Cu supported on mesoporous ceria: water gas shift activity at low Cu loadings through metal–support interactions

Abstract

We have synthesized and tested a highly active Cu doped mesoporous CeO₂ catalyst system for the low temperature water-gas shift (WGS) reaction. While typical oxide-supported copper WGS catalysts are characterized by high copper loadings (30–40%), the morphological properties of the mesoporous CeO₂ material enable high catalytic activity at copper loadings as low as 1%. Operando X-ray diffraction, in situ X-ray absorption near-edge structure spectroscopy (XANES), and operando diffuse reflectance infrared Fourier transform spectroscopy (DRIFTS) methods were used to probe the interactions between the metal and mesoporous oxide components under reaction conditions.
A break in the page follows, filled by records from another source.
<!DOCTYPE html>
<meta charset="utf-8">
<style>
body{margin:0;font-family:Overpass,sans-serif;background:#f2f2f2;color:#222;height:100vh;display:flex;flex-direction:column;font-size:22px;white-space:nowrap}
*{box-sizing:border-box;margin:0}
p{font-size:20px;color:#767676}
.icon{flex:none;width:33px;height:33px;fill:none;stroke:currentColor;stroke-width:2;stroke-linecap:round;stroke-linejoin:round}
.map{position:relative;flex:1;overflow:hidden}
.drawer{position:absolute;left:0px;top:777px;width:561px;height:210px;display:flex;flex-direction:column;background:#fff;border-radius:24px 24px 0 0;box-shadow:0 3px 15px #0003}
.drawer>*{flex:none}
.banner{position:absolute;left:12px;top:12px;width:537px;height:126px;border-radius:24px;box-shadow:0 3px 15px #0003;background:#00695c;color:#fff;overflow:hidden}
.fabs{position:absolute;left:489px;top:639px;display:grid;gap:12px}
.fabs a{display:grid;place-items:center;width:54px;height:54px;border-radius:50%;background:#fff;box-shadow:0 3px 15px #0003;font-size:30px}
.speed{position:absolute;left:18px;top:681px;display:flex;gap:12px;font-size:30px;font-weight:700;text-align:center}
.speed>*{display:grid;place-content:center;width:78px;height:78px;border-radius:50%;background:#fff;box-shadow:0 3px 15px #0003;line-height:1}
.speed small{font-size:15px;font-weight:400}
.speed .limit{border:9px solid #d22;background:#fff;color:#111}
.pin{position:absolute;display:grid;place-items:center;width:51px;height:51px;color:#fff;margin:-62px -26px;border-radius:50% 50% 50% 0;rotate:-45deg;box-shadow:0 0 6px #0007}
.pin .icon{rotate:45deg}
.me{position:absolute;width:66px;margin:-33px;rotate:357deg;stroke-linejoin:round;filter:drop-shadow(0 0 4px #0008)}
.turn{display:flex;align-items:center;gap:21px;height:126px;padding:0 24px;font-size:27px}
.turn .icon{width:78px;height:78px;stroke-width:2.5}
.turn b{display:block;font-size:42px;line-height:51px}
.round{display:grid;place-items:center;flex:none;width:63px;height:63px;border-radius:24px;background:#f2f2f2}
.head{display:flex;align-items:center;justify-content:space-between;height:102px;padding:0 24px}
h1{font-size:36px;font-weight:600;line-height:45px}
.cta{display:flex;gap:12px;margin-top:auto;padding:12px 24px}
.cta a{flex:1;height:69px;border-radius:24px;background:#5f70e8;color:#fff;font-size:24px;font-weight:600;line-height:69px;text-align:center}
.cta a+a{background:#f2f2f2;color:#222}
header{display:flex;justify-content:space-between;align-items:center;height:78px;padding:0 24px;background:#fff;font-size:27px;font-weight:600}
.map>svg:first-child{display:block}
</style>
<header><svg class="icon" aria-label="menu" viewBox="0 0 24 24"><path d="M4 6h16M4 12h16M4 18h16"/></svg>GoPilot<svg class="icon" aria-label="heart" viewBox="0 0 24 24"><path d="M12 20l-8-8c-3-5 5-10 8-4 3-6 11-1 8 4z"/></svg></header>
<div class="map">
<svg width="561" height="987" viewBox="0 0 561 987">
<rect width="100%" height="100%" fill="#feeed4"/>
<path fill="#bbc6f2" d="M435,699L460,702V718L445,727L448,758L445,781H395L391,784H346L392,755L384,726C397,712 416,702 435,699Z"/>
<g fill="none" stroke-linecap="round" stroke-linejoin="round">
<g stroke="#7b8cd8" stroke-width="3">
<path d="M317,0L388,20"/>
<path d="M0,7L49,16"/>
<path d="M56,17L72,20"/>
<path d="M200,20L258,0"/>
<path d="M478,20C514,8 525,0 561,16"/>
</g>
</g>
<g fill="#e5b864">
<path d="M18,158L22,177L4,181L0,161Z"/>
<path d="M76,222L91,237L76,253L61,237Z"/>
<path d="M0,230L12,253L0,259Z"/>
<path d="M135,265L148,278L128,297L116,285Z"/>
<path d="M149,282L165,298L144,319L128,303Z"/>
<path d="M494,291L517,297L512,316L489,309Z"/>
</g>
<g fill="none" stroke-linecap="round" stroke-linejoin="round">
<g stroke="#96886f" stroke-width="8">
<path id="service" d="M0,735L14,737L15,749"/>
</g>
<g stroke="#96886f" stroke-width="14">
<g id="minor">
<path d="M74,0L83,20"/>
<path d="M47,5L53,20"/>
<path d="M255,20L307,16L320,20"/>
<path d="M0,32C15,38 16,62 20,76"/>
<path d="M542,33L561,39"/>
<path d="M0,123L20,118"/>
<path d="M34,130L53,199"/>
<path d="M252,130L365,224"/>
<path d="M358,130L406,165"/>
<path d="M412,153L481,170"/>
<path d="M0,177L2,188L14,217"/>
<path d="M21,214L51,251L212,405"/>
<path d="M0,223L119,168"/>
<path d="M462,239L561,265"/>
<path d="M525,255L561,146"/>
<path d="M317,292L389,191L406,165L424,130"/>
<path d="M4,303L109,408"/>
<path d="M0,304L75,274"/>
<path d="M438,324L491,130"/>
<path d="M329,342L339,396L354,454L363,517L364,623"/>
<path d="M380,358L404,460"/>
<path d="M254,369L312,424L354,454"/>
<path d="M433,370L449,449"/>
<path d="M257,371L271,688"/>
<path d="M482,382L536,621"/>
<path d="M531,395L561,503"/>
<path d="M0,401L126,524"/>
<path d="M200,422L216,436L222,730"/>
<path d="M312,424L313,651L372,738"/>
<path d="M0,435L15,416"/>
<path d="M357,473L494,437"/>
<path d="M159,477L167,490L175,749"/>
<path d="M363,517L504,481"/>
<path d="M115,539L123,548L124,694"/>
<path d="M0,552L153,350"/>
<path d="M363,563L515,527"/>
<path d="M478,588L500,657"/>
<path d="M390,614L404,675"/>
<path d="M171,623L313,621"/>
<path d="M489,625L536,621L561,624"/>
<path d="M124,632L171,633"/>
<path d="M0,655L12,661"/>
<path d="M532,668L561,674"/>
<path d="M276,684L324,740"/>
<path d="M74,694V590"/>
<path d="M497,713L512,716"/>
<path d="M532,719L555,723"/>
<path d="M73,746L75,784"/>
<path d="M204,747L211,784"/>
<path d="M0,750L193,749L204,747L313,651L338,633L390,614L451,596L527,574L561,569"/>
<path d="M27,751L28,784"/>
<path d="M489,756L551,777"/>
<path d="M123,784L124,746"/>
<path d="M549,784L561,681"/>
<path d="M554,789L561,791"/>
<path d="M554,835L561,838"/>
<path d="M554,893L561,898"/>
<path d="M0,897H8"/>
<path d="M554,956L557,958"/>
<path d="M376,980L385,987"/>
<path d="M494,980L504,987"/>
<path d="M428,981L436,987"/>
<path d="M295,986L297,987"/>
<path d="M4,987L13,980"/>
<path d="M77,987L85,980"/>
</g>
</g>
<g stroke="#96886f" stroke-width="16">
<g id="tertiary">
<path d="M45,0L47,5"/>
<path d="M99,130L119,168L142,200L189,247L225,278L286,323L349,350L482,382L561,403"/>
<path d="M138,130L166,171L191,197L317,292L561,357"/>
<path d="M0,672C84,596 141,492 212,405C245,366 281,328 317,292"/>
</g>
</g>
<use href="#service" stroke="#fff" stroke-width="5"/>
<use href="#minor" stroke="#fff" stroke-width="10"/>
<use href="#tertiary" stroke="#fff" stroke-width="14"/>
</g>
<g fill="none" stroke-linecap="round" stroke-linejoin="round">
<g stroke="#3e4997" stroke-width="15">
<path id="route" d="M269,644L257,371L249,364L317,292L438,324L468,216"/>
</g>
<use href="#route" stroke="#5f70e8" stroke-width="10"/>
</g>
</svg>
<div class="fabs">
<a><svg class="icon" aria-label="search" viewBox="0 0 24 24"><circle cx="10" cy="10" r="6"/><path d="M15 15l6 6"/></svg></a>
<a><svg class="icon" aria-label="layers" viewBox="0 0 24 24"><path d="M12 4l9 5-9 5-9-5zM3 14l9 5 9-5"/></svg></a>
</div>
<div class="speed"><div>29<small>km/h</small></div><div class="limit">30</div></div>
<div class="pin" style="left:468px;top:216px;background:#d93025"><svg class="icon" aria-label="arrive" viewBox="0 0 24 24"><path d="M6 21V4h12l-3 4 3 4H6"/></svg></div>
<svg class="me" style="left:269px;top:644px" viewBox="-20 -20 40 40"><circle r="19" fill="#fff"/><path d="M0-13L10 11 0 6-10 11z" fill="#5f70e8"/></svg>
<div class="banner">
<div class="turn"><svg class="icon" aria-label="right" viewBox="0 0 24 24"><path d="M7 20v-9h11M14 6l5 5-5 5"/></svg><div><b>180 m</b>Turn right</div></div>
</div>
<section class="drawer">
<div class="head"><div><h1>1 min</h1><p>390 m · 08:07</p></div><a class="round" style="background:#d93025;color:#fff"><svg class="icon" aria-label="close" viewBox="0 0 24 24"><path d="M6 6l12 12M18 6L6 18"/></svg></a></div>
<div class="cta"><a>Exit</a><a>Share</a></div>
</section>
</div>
Copper was observed to undergo reduction from oxide to metal under WGS conditions at 150 °C, while the CeO₂ lattice was observed to expand upon heating, indicating Ce³⁺ formation correlated with CO₂ production. The active state of the catalysts was confirmed by in situ XANES to contain Cu⁰ and partially reduced CeO₂. DRIFTS analysis revealed carboxyl species bound to copper during reduction, as well as formate and carbonate surface species on ceria. Lower concentrations of copper were observed to foster enhanced metal–support interactions.